The programme, he said, will improve productivity, help achieve food security and crop profitability for farmers.
Speaking at his first budget presentation in Parliament, the Minister said “In 2017, the ministry will continue the fertilizer subsidy programme to help increase the productivity of farmers.
“To this effect, we intend to distribute nationwide, an expected 180,000 metric tonnes of subsidized fertilizer [to farmers].”
The fertilizer subsidy programme was first introduced in June 2008 by the John Kufuor government, covering three types of inorganic fertilizer, Sulphate of Ammonia, Urea and Compound fertilizer.
The programme was designed as in intervention meant to help increase food production at the peak of the global financial, food and energy crisis that was adversely affecting poor countries.
However, this programme, together with the many others introduced to boost the agric sector have not exactly achieved expected results.
The sector has witnessed a steady decline and production levels have fallen consistently over the years.
Mr Ofori-Atta said the Akufo-Addo-led administration will, in the medium term, put measures in place to ensure that the sector bounces back.
This will begin with the launch of the planting for food and jobs campaign.
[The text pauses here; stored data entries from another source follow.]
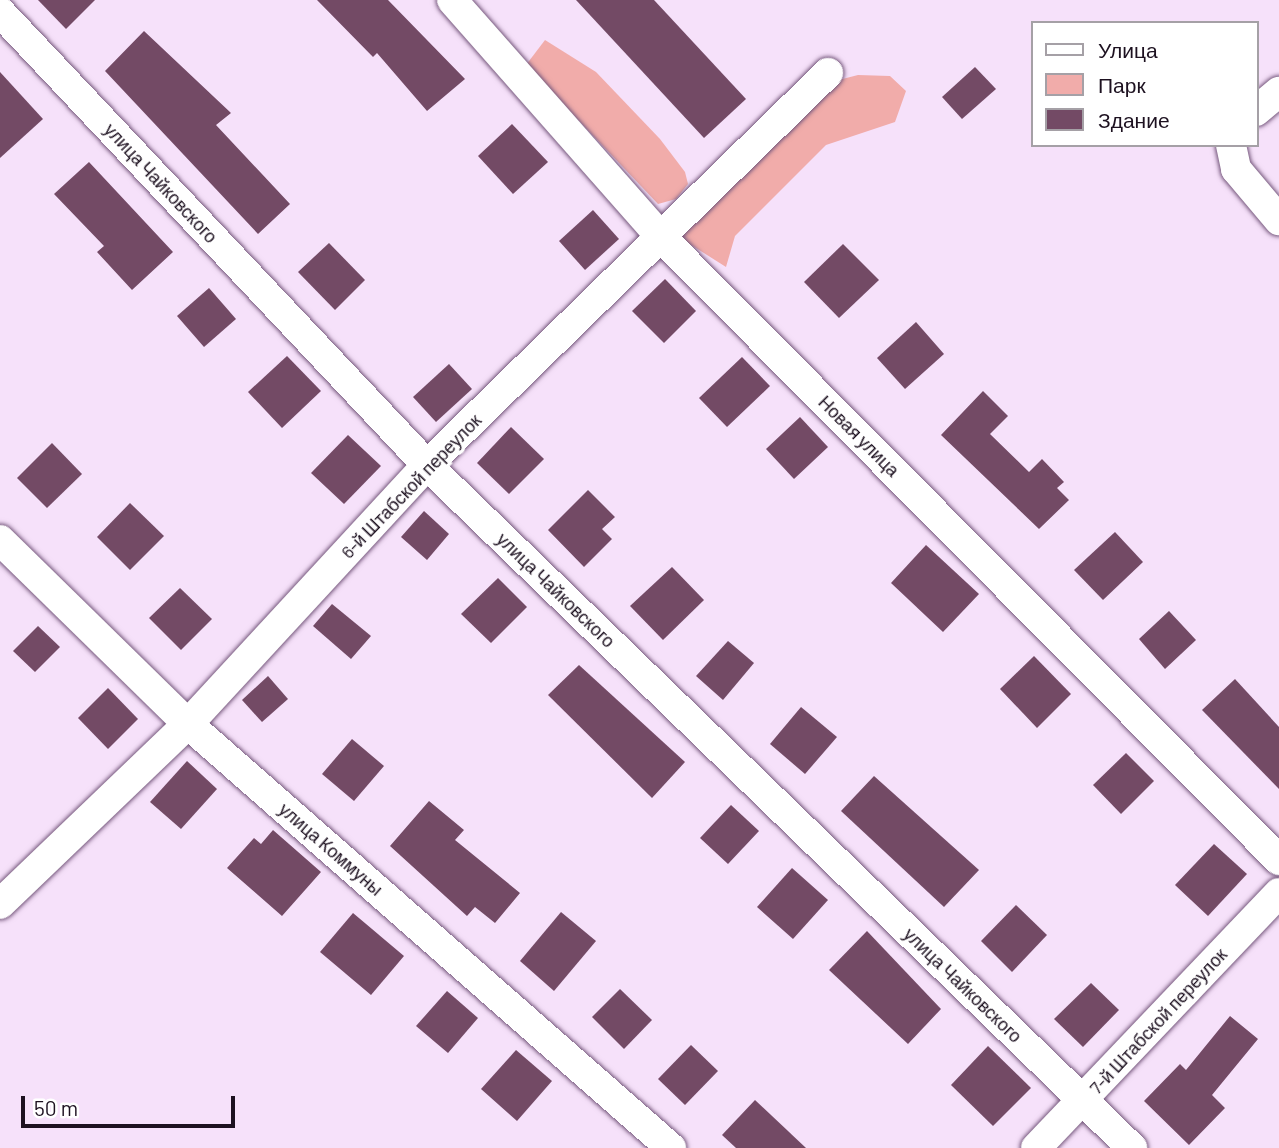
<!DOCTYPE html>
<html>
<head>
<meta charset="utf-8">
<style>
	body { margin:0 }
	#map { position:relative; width:1279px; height:1148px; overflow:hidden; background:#f6e1fa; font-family:Barlow,sans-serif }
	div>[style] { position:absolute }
	.green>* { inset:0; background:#f1acaa }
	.building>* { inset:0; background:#734a65 }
	.roads { filter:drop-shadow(0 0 2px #76587d) drop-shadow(0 0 2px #76587d) }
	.minor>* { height:30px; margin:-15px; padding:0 15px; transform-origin:15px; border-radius:15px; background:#fff }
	span { translate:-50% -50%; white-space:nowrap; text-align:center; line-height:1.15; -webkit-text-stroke:7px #fff; paint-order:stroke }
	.street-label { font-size:18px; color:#1d1120 }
	.legend { position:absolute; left:1031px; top:21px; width:228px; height:126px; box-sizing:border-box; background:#fff; border:2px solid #a5a0a6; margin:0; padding:9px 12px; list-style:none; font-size:21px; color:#1d1120 }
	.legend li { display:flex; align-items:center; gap:14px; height:35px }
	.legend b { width:35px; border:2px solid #a5a0a6 }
	.scale { position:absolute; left:21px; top:1096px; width:214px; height:32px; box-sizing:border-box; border:4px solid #1d1120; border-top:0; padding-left:9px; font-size:21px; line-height:24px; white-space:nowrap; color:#1d1120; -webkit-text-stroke:5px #fff; paint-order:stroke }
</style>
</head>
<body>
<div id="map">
	<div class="green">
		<div style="clip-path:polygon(545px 40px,596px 72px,660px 139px,685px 172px,688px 184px,676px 199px,658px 204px,526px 65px)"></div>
		<div style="clip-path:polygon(858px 75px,890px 76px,906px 91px,895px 122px,826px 145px,735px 236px,726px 267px,677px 236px,827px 83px)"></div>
	</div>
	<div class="building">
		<div style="clip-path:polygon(38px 0,95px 0,66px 29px)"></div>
		<div style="clip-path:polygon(317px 0,388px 0,465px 79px,427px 111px,377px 53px,373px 57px)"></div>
		<div style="clip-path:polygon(576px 0,654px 0,746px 99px,704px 138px)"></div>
		<div style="clip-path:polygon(144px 31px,231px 113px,216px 125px,290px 204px,258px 234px,105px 71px)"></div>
		<div style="clip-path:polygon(975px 67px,996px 89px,962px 119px,942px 97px)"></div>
		<div style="clip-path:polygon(0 72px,43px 119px,0 158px)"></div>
		<div style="clip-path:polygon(512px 124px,548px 162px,513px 194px,478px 156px)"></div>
		<div style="clip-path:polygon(89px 162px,173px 252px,132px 290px,97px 252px,104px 246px,54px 194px)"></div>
		<div style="clip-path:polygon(593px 210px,619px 239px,585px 270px,559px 241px)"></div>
		<div style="clip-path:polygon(329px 243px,365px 280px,335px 310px,298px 272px)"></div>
		<div style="clip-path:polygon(843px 244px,879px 280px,839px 318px,804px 282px)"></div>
		<div style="clip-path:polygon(665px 279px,696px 311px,664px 343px,632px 311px)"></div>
		<div style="clip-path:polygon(209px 288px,236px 319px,204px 347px,177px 316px)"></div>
		<div style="clip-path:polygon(916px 322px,944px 354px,905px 389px,877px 358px)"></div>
		<div style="clip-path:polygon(287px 356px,321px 391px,282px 428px,248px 392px)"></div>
		<div style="clip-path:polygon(742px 357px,770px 386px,727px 427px,699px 398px)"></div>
		<div style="clip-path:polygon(449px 364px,472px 389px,436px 422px,413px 397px)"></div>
		<div style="clip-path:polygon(983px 391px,1008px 416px,990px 434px,1029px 472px,1042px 459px,1064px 482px,1057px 488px,1069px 500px,1039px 529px,941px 435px)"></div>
		<div style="clip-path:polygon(800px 417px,828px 447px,794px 479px,766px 449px)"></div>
		<div style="clip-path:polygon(511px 427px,544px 459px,509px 494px,477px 463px)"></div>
		<div style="clip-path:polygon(348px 435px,381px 466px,344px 504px,311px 473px)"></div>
		<div style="clip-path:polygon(52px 443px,82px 474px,47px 508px,17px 478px)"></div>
		<div style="clip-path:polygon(588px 490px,615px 517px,602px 529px,612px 539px,584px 567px,548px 530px)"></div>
		<div style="clip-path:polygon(130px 503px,164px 536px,130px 570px,97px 537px)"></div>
		<div style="clip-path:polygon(424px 511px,449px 534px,427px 560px,401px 537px)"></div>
		<div style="clip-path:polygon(1115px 532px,1143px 562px,1103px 600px,1074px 570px)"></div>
		<div style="clip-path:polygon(926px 545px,979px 594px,943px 632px,891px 583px)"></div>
		<div style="clip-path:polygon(672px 567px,704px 600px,663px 640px,630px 606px)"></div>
		<div style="clip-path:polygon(498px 578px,527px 607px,491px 643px,461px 614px)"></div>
		<div style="clip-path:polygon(180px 588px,212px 619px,181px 650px,149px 618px)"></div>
		<div style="clip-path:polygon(332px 604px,371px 636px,351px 659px,313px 626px)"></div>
		<div style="clip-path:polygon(1169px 611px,1196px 640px,1165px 669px,1139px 639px)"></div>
		<div style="clip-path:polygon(38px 626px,60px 647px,35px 672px,13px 651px)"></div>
		<div style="clip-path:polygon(728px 641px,754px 663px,723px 700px,696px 676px)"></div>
		<div style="clip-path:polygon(1034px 656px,1071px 694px,1037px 728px,1000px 689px)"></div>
		<div style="clip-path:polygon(579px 665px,685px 762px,652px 798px,548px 695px)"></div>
		<div style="clip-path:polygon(268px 676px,288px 699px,262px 722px,242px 700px)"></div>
		<div style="clip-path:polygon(1235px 679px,1279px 727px,1279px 789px,1202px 710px)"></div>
		<div style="clip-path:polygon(108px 688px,138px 719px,108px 749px,78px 718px)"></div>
		<div style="clip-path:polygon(801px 707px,837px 737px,805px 774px,770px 744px)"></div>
		<div style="clip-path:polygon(352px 739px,384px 766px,354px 801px,322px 774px)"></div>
		<div style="clip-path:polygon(1126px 753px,1154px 781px,1121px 814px,1093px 785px)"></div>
		<div style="clip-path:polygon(187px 761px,217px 789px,181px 829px,150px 802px)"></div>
		<div style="clip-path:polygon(874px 776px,979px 870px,944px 907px,841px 811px)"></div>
		<div style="clip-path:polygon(429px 801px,464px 830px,455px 840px,520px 893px,495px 923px,475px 907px,467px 916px,390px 846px)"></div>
		<div style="clip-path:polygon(731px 805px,759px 831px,728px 864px,700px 838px)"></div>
		<div style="clip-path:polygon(273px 830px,321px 872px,282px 916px,227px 868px,254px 838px,261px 844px)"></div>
		<div style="clip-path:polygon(1214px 844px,1247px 874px,1208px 916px,1175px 885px)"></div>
		<div style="clip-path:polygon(792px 868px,828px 900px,793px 939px,757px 907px)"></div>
		<div style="clip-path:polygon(1016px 905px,1047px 935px,1012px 972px,981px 941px)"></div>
		<div style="clip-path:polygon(561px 912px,596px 941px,554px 991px,520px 961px)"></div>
		<div style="clip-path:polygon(353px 913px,404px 956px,371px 995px,320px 952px)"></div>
		<div style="clip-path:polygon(867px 931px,941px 1009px,908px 1044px,829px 970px)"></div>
		<div style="clip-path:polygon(1091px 983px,1119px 1010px,1083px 1047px,1054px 1019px)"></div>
		<div style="clip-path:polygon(620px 989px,652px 1020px,624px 1049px,592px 1017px)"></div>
		<div style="clip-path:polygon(447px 991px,478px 1018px,448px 1053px,416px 1026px)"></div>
		<div style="clip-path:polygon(1230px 1016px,1258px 1039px,1212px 1095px,1225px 1108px,1189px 1145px,1144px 1101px,1180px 1064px,1186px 1070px)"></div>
		<div style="clip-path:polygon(691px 1045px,718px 1071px,685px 1105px,658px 1079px)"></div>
		<div style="clip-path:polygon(988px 1046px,1031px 1088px,993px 1126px,951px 1085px)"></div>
		<div style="clip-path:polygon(516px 1050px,552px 1081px,517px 1121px,481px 1089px)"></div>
		<div style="clip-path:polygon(755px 1100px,806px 1148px,736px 1148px,722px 1135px)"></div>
	</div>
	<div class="roads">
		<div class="minor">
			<div style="left:452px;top:0;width:319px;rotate:48.6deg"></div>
			<div style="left:663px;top:239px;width:875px;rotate:45.23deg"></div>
			<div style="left:0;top:12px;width:623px;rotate:46.69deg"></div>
			<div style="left:427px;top:465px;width:982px;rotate:44.09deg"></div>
			<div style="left:1256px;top:111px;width:30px;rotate:-40deg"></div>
			<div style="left:1231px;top:145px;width:25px;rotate:78deg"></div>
			<div style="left:1236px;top:169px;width:67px;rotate:49.9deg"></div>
			<div style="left:0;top:540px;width:263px;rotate:44.4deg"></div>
			<div style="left:188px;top:724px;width:643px;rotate:41.28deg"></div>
			<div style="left:0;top:904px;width:260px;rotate:-43.8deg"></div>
			<div style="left:188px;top:724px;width:352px;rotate:-47.3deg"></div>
			<div style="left:427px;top:465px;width:561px;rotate:-44.35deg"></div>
			<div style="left:1036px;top:1148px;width:352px;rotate:-46.4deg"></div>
		</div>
	</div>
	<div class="street-label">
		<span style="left:161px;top:183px;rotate:47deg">улица Чайковского</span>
		<span style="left:859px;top:436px;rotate:45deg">Новая улица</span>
		<span style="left:411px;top:486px;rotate:-46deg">6-й Штабской переулок</span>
		<span style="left:556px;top:590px;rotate:44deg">улица Чайковского</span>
		<span style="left:331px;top:849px;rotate:41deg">улица Коммуны</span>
		<span style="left:963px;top:985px;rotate:44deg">улица Чайковского</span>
		<span style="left:1158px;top:1021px;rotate:-47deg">7-й Штабской переулок</span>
	</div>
	<ul class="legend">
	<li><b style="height:9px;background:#fff"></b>Улица</li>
	<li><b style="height:19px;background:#f1acaa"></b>Парк</li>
	<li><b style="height:19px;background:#734a65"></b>Здание</li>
	</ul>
	<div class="scale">50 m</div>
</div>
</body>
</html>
The campaign is designed to encourage all citizens, both urban and rural, to take up farming as a full or part-time activity.
It is intended to be structured along the lines of the erstwhile ‘Operation Feed Yourself' programme in the 1970s.
The campaign will involve the production of maize, rice, soya beans, sorghum and vegetables, other crops will be adopted in subsequent years.
The Minister said it will be anchored on five pillars; provision of improved seeds, supply of fertilizers, provision of dedicated extension services, marketing and e-agriculture and monitoring.
He added that the initiative is “expected to increase the production of maize by 30 percent from the current production levels, rice by 49 percent, soya beans by 25 percent and sorghum by 28 percent. This will create 750,000 both jobs direct and indirect employment.”
He indicated that the agriculture ministry will provide improved seeds to augment any shortfall for the planting for food and jobs campaign.
On fisheries, Mr Ofori-Atta said efforts have been made over the years to boost both marine and inland fishing and support aquaculture development and government intends to do more.
It will begin with the modernization of fishing methods to ensure sustainable fishing and also improve production levels.
“To modernise and transform the industry, the ministry will complete the first phase of the Anomabo fisheries college to enhance research and knowledge base in fisheries technology for all operators.
“It will also collaborate with relevant institutions and the private sector to develop modern landing sites and storage facilities at Cape Coast, Jamestown and Axim,” he said.